GW Engineering Team Wins $500,000 Department of Energy Award for Green Lithium Extraction

Ellexco, a research team led by assistant professor Xitong Liu and doctoral student Lingchen Kong, extracts lithium from geothermal brines without detrimental impact on the environment.

December 7, 2023

Xitong Liu in his GW Engineering laboratory in 2021. (William Atkins/GW Today)

Xitong Liu in his GW Engineering laboratory in 2021. (William Atkins/GW Today)

A research team led by the George Washington University’s Xitong Liu is one of three winners of the U.S. Department of Energy’s first-ever American-Made Geothermal Lithium Extraction Prize. The prize funds new technologies that efficiently extract the in-demand element from geothermal wastewater. Liu’s team, Ellexco, won $500,000 for its chemical-free extraction process.

“We were really honored to be recognized by the Department of Energy, and we hope we can use this opportunity to further improve our technology,” said Liu, an assistant professor of civil and environmental engineering in the School of Engineering and Applied Science.
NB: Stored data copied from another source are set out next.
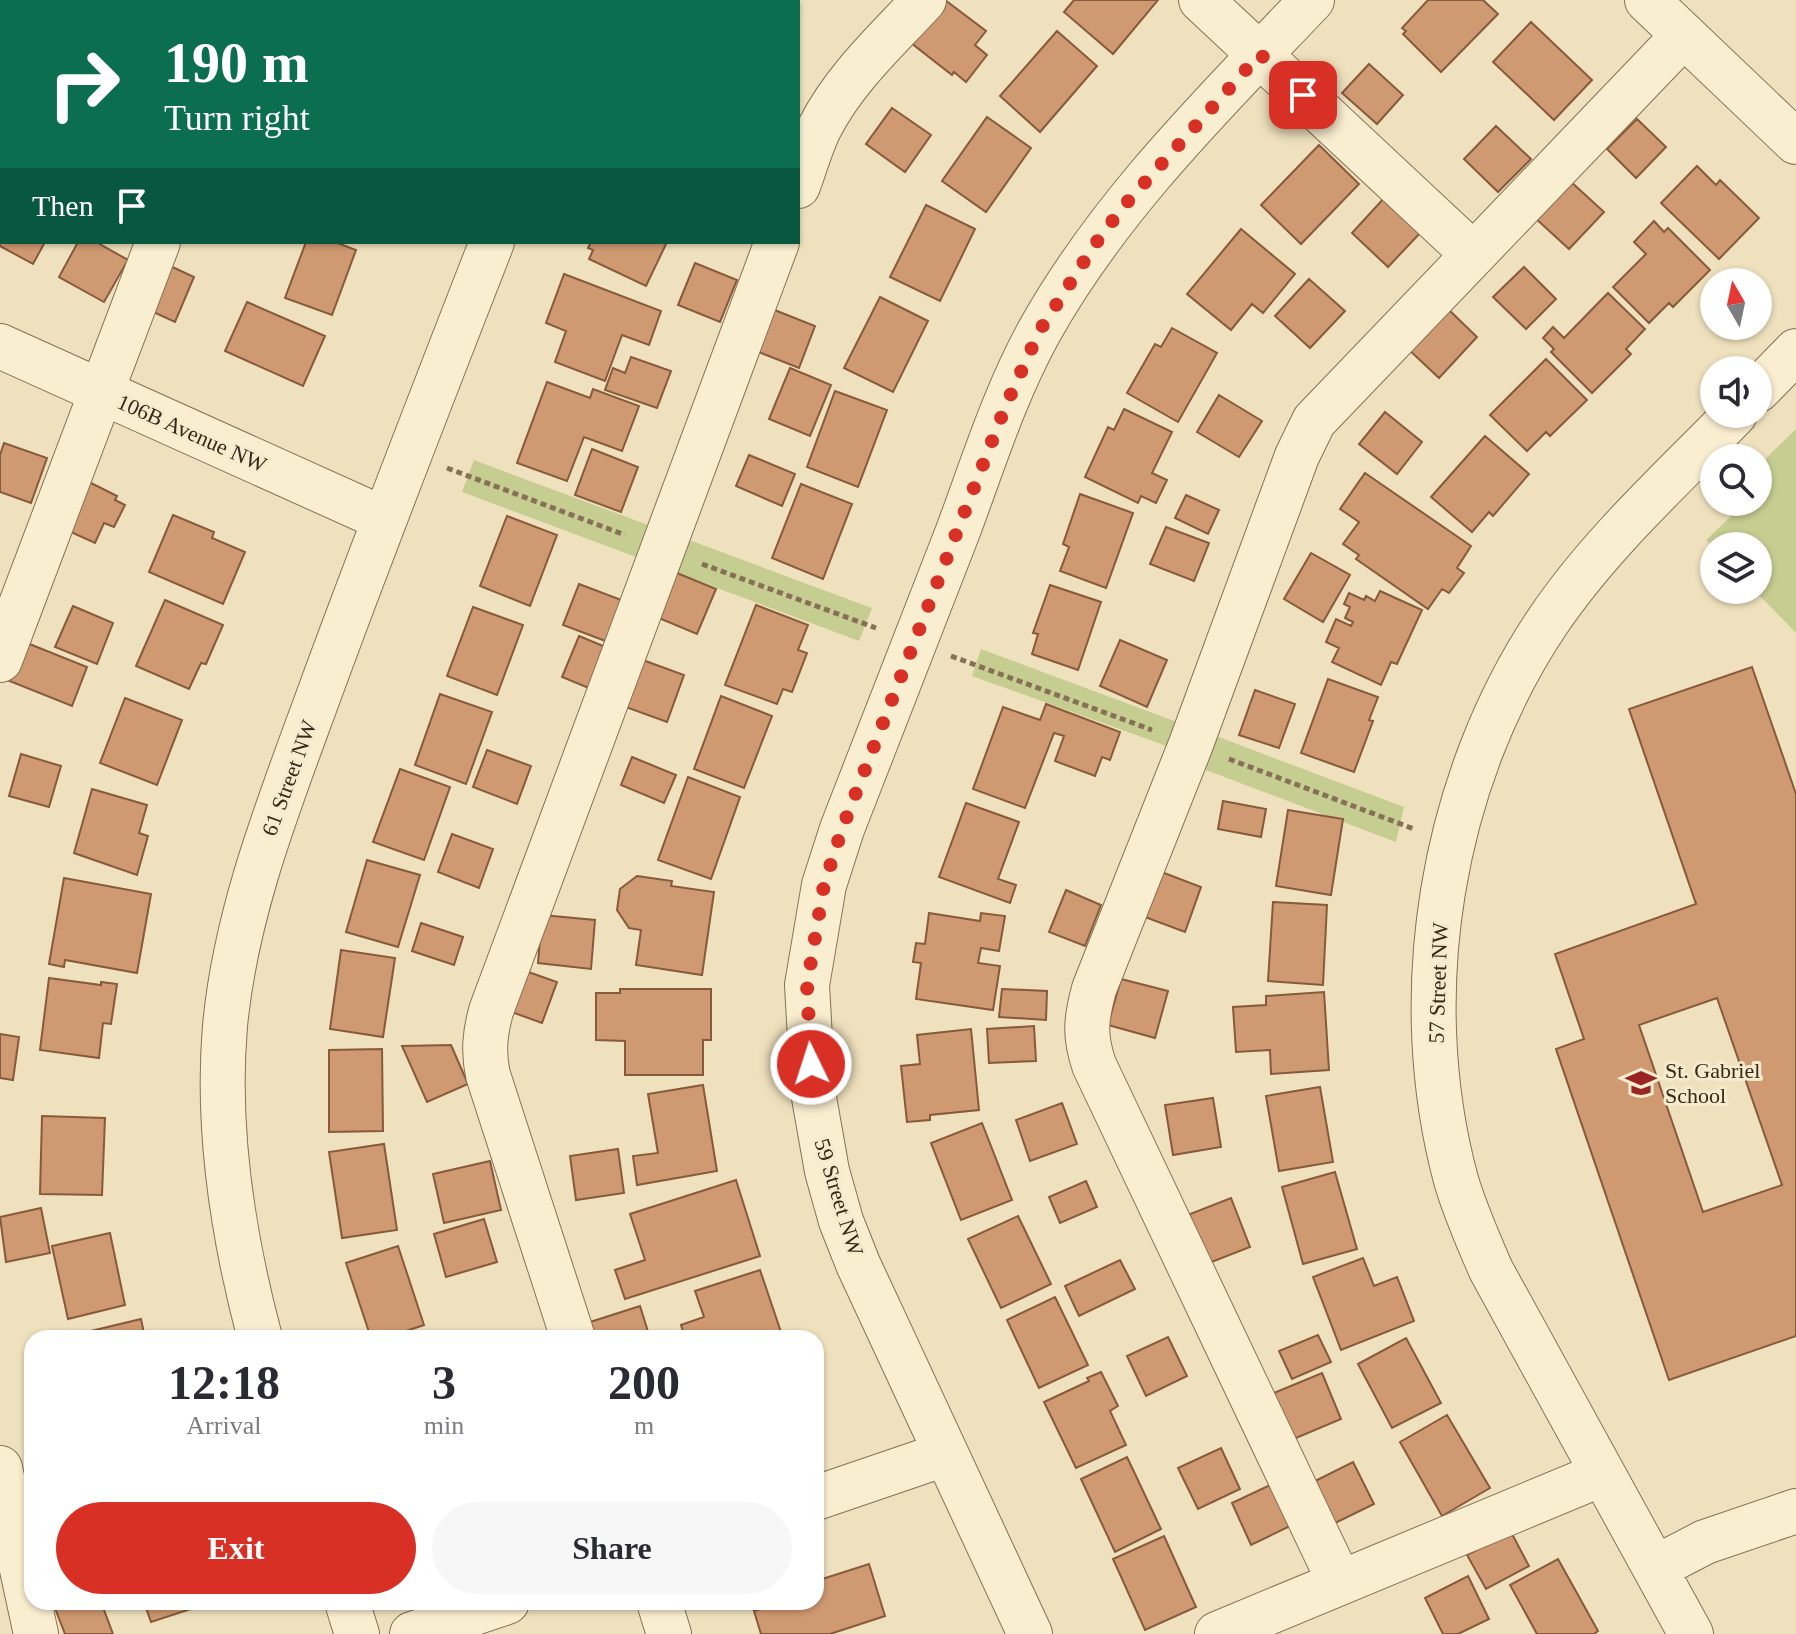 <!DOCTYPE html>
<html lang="en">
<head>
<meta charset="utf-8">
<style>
	:root { --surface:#fff; --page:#f7f7f7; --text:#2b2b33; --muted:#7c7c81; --accent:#d93025 }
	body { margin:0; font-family:"Times New Roman",serif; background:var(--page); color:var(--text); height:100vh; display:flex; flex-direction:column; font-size:30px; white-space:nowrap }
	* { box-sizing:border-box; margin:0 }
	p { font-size:26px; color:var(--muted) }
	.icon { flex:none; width:44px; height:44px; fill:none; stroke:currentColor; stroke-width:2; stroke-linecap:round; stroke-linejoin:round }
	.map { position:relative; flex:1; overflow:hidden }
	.side { position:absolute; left:24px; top:1330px; width:800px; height:280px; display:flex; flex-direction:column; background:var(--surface); border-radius:24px; box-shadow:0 2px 6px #0004 }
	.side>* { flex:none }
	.top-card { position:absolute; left:0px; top:0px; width:800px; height:244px; box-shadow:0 2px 6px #0004; background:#0b6e4f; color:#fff; overflow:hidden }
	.needle { width:52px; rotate:351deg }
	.tools { position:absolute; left:1700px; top:268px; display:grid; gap:16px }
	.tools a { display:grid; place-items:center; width:72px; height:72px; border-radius:50%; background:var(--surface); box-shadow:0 2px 6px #0004; font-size:40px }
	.pin { position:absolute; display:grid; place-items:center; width:68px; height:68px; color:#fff; margin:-34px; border-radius:16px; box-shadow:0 4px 12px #0006 }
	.me { position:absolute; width:88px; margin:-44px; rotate:356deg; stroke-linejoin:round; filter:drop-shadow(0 0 6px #0008) }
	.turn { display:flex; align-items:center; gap:28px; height:168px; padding:0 32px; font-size:36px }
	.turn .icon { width:104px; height:104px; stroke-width:2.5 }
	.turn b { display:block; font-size:56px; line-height:68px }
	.then { display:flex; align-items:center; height:76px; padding:0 32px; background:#0003; gap:16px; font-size:30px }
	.eta { display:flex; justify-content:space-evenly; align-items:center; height:136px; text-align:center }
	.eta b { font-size:48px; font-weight:800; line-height:56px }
	.primary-button { display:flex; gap:16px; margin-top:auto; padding:16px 32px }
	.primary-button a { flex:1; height:92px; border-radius:48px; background:var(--accent); color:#fff; font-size:32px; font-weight:800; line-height:92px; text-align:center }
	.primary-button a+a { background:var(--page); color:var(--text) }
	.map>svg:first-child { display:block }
	.green { fill:#c5cd91 }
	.building { fill:#cf9971; stroke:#875a3b; stroke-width:2; fill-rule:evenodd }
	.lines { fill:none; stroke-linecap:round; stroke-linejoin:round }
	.minor-casing { stroke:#877156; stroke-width:46 }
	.path { stroke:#877156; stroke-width:5; stroke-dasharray:6 4; stroke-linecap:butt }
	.minor { stroke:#faeed0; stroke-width:44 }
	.route { stroke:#d93025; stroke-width:14; stroke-dasharray:0 25.2 }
	.labels { text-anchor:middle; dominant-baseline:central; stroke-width:6; stroke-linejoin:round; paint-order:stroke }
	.street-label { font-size:22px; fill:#36281b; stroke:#f6ebcd }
	.poi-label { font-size:22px; fill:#36281b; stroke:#f6ebcd; text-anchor:start }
</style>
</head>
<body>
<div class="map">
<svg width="1796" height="1634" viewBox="0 0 1796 1634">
	<rect width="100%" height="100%" fill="#efe1bd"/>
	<path class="green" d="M1796,429V633L1754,590H1758V546H1714V548L1706,540L1746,502H1758V466Z
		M474,460L656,528L644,560L462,492Z
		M689,540L872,608L859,641L677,573Z
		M981,649L1182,724L1172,748L972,676Z
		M1216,736L1404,807L1396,842L1203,769Z"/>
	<path class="building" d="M936,0H945L986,31L975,45L987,55L966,82L954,72L952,75L906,39Z
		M1074,0H1158L1113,54L1064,12Z
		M1428,0H1483L1498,14L1441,72L1403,34L1406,31L1402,28Z
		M1531,22L1592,80L1554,120L1493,62Z
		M1057,31L1097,66L1040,132L1000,96Z
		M1369,64L1403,95L1377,124L1342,93Z
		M892,108L931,135L905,172L866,144Z
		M987,117L1031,148L986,212L942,181Z
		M1637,119L1666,147L1636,178L1607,149Z
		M1496,126L1531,159L1498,192L1464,159Z
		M1319,145L1359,184L1301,244L1261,205Z
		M1697,166L1716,185L1720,180L1759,218L1719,259L1661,203Z
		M1569,180L1604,212L1569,249L1534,217Z
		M0,184L2,242H45L33,264L0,246Z
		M1386,196L1422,231L1388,267L1352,233Z
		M926,205L975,229L940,301L890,277Z
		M1654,221L1664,232L1668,228L1710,270L1673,307L1669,303L1649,323L1613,287L1646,254L1634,242Z
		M1241,229L1295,274L1263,313L1252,304L1231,330L1187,294Z
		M78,242H96L128,260L104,302L59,277Z
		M306,242H335L356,250L332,315L285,298Z
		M591,242H667L646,286L589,259L593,250L588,248Z
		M695,263L737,280L720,322L678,305Z
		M168,265L194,277L175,322L149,310Z
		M1524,267L1556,299L1526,329L1493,297Z
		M564,274L661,311L649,345L622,335L605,381L555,362L566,331L546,323Z
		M1309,279L1345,311L1310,348L1275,316Z
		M1608,293L1645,329L1626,349L1631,354L1592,393L1551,352L1554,349L1543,338L1553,327L1564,338Z
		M880,297L928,321L893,392L844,368Z
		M247,302L325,336L303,386L225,351Z
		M1445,306L1477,337L1439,378L1406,347Z
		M772,309L815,326L799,368L756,351Z
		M1172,328L1217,353L1178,422L1127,393L1155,344L1161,347Z
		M631,357L671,371L657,408L605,390L613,368L625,373Z
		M1546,359L1587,400L1550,436L1546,432L1527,451L1490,415Z
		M790,368L831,385L810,436L769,419Z
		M547,382L590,398L593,389L639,406L622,451L584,437L567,481L517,463Z
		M835,391L887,410L858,487L807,467Z
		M1219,395L1262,421L1239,457L1197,432Z
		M1124,409L1172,432L1152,473L1167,480L1156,503L1141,496L1138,503L1085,477L1108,427L1114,430Z
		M1385,412L1422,442L1397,474L1359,444Z
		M1485,436L1529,474L1493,516L1489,512L1472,532L1431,497Z
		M4,443L47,458L31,503L0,492V455Z
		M592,449L638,467L621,512L575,495Z
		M749,455L795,474L782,506L736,486Z
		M1365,473L1471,546L1457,568L1464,573L1449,593L1442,589L1428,609L1356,559L1359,555L1343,544L1359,522L1340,509Z
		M85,480L117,496L115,500L125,505L114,527L104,523L95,543L62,528Z
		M801,484L852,504L823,579L772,558Z
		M1080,494L1133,513L1106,588L1060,571L1069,547L1063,544Z
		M1186,495L1219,510L1208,534L1175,518Z
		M173,515L214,532L212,538L245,552L223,604L149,572Z
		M507,516L557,535L530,606L480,586Z
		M1166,527L1209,543L1194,581L1150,564Z
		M1311,553L1350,575L1323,622L1284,599Z
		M672,571L716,589L697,634L654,616Z
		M579,584L624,601L608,642L563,625Z
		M1050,585L1101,602L1078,670L1032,654L1038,634L1033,633Z
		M1380,591L1422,610L1397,664L1391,662L1381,685L1332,662L1339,648L1326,642L1336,619L1351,626L1353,622L1345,618L1350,607L1344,604L1349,593L1364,600L1366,596L1375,601Z
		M165,600L223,625L206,664L201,663L189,689L136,666Z
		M756,605L808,625L798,650L807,653L792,692L783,689L777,704L725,685Z
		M73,606L113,623L97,664L55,647Z
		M473,607L523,625L497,695L447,676Z
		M579,636L608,648L591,689L562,677Z
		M1120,640L1167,660L1147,707L1100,686Z
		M22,641L87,667L72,706L7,680Z
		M640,659L684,675L667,722L623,706Z
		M1752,667L1796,794V1336L1669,1380L1556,1049L1584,1039L1555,954L1696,904L1629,709ZM1717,998L1782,1185L1703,1212L1639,1025Z
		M1328,679L1378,697L1369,720L1373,721L1354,772L1301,753Z
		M1255,690L1295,704L1279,748L1239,735Z
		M440,694L492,712L466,784L415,765Z
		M721,696L772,716L744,788L694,769Z
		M125,698L182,720L157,785L100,763Z
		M1046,704L1120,732L1110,760L1102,757L1095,776L1055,761L1064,736L1054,733L1025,808L973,789L1003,707L1040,720Z
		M487,750L531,766L517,804L473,787Z
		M21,754L61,766L49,807L9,796Z
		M632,757L676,775L664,803L621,785Z
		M400,769L450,787L424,860L373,842Z
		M688,777L740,797L711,879L658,860Z
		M92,789L147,805L139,833L148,836L137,875L74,853Z
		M1223,801L1266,809L1261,837L1218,829Z
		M966,803L1019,822L998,879L1016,885L1010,903L939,877Z
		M1288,810L1343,819L1331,895L1276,886Z
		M452,834L493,849L479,888L438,872Z
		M367,860L420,875L398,947L346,932Z
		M1159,871L1201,887L1185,932L1142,916Z
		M637,876L672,881L671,886L714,892L702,975L636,965L641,930L629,928L617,910L620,889Z
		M64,878L151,894L137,973L65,960L64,967L49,964Z
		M1066,890L1101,905L1085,946L1049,932Z
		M1273,902L1327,905L1323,985L1268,981Z
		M929,913L980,921L981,913L1005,916L999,951L981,948L978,963L1000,966L993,1010L916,999L921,963L913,962L916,943L925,944Z
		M542,915L595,920L591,969L538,963Z
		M421,923L463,937L454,965L412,951Z
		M341,950L395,958L383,1037L330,1029Z
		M520,969L557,982L542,1023L506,1010Z
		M49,978L101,985V982L117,984L111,1024L103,1023L99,1058L40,1050Z
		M1121,979L1168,991L1155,1038L1108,1025Z
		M620,989H711V1040H703V1075H625V1041L596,1040V993H620Z
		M1002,989L1047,991L1046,1020L999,1017Z
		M1324,992L1329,1070L1271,1074L1270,1050L1236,1052L1233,1007L1266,1005V996Z
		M1034,1026L1036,1061L989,1063L987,1029Z
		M971,1029L979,1110L930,1115V1120L907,1122L901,1066L920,1064L917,1035Z
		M0,1034L19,1037L13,1080L0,1078Z
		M451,1045L468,1084L427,1102L402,1046Z
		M382,1049L383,1131L329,1132V1050Z
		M703,1085L717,1171L637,1185L633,1156L658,1153L648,1094Z
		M1320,1087L1333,1162L1279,1171L1266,1096Z
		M1213,1098L1221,1147L1173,1155L1165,1105Z
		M1062,1103L1077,1144L1030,1161L1016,1120Z
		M42,1116L105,1118L102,1195L40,1194Z
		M982,1123L1012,1200L961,1220L931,1143Z
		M384,1144L397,1230L342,1238L329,1152Z
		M618,1149L624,1193L576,1200L570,1156Z
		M490,1161L501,1210L444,1223L433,1174Z
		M1335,1172L1357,1249L1303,1264L1282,1187Z
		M736,1180L760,1256L625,1299L615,1270L645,1260L630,1214Z
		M1086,1181L1097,1207L1060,1223L1049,1197Z
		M1231,1198L1250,1247L1204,1265L1185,1216Z
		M41,1208L50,1253L6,1262L0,1217Z
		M1018,1216L1051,1284L1001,1308L968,1239Z
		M484,1219L497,1262L446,1277L434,1234Z
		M110,1233L125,1305L68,1319L52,1246Z
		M398,1246L424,1325L385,1338H371L346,1263Z
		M1363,1258L1374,1286L1397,1277L1414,1321L1341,1350L1313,1277Z
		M1120,1260L1135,1289L1079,1316L1065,1286Z
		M760,1270L783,1338H685L681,1325L704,1317L695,1291Z
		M1055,1297L1088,1365L1039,1388L1007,1320Z
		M640,1306L650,1338H592L587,1323Z
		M141,1319L145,1338H75L74,1335Z
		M1318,1335L1331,1362L1292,1379L1279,1351Z
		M1168,1337L1187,1376L1146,1396L1127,1356Z
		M1406,1338L1441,1403L1392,1428L1358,1364Z
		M1101,1372L1118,1406L1110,1411L1126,1445L1076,1468L1044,1402L1089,1381L1087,1378Z
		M1322,1373L1341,1419L1289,1441L1269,1395Z
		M1447,1415L1490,1488L1442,1516L1400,1442Z
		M1221,1448L1240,1489L1198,1509L1178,1468Z
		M1127,1457L1161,1529L1115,1552L1081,1479Z
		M1353,1462L1374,1504L1329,1526L1309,1484Z
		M1270,1485L1290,1526L1251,1545L1232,1503Z
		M1511,1532L1529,1566L1486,1589L1467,1555Z
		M1164,1536L1196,1607L1145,1630L1113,1559Z
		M1558,1559L1598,1631L1594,1634H1537L1510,1585Z
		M869,1564L885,1616L830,1634H761L754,1611L782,1602H816V1581Z
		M1468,1576L1489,1619L1458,1634H1443L1425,1598Z
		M101,1602L113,1634H65L53,1603Z
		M144,1602H212L151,1622Z"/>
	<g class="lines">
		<g class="minor-casing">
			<path id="minor" d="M1201,0L1473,254
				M1647,0L1796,142
				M247,2V0
				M593,2L594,0
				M798,186C805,167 811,145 820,127C845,78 888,39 924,0
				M0,346L384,519
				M1758,390L1796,351
				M0,660L158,242
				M260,1338C233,1237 216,1131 225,1026C236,909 281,799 321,689C376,539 434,391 492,242
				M573,1338L488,1075C483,1052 485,1033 491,1011L777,242
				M0,1468L36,1634
				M816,1498L945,1454
				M1655,1568L1705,1542L1796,1511
				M1340,1583L1094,1065C1084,1035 1086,1019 1094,989L1191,744L1297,456L1314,421L1684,35
				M347,1602L357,1634
				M659,1602L669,1634
				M412,1634L507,1602
				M1030,1634L858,1264L841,1221L827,1171L813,1092L807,985L824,885L842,829C881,730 920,631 958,531C983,464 1005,393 1040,330C1110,205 1214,103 1312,0
				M1217,1634L1602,1474
				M1691,1634L1491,1270C1478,1240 1465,1211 1456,1180C1406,995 1441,780 1548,621C1600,544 1671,480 1735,414"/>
		</g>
		<path class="path" d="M447,468L625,535
			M702,564L876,628
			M951,656L1152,730
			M1229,759L1414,829"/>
		<use href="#minor" class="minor"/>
	</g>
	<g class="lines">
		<path class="route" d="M811,1064L807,985L824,885L842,829L1006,405L1040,330L1096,243L1123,207L1260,54L1303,95"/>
	</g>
	<defs>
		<g id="school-bare" transform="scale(2.4)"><path d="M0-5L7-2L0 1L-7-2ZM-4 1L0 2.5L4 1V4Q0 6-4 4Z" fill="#982424" stroke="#f6ebcd" stroke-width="2.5" paint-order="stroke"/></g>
	</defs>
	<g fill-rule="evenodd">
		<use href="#school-bare" x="1641" y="1083"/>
	</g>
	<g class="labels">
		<g class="street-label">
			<text transform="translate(192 433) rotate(24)">106B Avenue NW</text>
			<text transform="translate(289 778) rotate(-70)">61 Street NW</text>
			<text transform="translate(1438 983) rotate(-88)">57 Street NW</text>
			<text transform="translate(839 1197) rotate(73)">59 Street NW</text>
		</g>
		<g class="poi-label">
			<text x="1665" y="1070">St. Gabriel<tspan x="1665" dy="25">School</tspan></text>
		</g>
	</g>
</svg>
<div class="tools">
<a><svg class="needle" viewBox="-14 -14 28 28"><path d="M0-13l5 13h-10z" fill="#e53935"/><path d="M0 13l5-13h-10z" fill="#7c7c81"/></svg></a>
<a><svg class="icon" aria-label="sound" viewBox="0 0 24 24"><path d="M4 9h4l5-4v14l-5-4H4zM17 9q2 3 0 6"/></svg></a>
<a><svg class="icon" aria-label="search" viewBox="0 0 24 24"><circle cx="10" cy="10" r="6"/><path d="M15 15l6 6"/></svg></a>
<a><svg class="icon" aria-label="layers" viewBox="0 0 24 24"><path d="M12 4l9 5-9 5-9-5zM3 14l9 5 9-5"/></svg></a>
</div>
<div class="pin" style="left:1303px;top:95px;background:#d93025"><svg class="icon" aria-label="arrive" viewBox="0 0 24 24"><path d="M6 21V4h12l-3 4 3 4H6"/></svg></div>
<svg class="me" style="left:811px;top:1064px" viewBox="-20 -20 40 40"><circle r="17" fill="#d93025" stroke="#fff" stroke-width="3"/><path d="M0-11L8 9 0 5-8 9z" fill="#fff"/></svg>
<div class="top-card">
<div class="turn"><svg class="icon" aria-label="right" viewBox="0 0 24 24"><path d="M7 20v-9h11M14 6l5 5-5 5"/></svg><div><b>190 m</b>Turn right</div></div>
<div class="then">Then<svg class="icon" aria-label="arrive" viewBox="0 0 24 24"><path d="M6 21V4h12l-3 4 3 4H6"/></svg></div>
</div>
<section class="side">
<div class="eta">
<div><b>12:18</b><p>Arrival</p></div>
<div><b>3</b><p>min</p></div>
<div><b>200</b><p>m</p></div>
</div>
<div class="primary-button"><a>Exit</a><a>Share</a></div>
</section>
</div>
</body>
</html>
If you’ve used a cell phone, read an e-book, logged steps on a smart watch, cruised down K Street on a scooter, or brushed your teeth with an electric toothbrush, you’ve almost certainly used lithium-ion battery power to do it. Lithium’s light weight and high conductivity make it ideal for use in rechargeable batteries for personal devices, and demand for that purpose has skyrocketed in the past decade. But the United States imports the vast majority of its lithium, and the element is traditionally extracted via environmentally harmful mining operations.

Lithium hydroxide, a key raw material for manufacturing lithium-ion batteries, extracted from geothermal brine. (Courtesy Xitong Liu)
Lithium hydroxide, a key raw material for manufacturing lithium-ion batteries, extracted from geothermal brine. (Courtesy Xitong Liu)

One possible solution is to extract lithium from the wastewater produced by geothermal power plants, known as geothermal brine. According to the DOE, developing brine extraction methods will not only ensure a strong domestic lithium supply chain but also create jobs and grow the renewable energy infrastructure.

The team's technology is chemical-free, meaning it has a lower environmental impact than many alternatives. It involves an electrode material that is highly selective to lithium ions. When an electric current is applied to geothermal brine, ions—including not just lithium, but abundant elements like sodium and calcium—are attracted to the electrode material, which retains only the lithium and discards the rest.

“This technique lets us pull lithium out of the solution without many impurities,” Liu said. 

The DOE award will allow Liu and his team to continue refining their technology, to scale up their prototypes and perhaps to begin pilot testing at California’s Salton Sea, a lake lined by 11 geothermal power plants that is the country’s largest source of geothermal brine. Liu said the Salton Sea could contain enough lithium to power over 50 million electric vehicles, helping move the country toward the Biden-Harris administration’s goals of 50% electric vehicle adoption by 2030 and a net-zero emissions economy by 2050.

“We need to develop new sources of lithium, and we need better technologies to access them,” Liu said. “That’s where our technology comes into play.”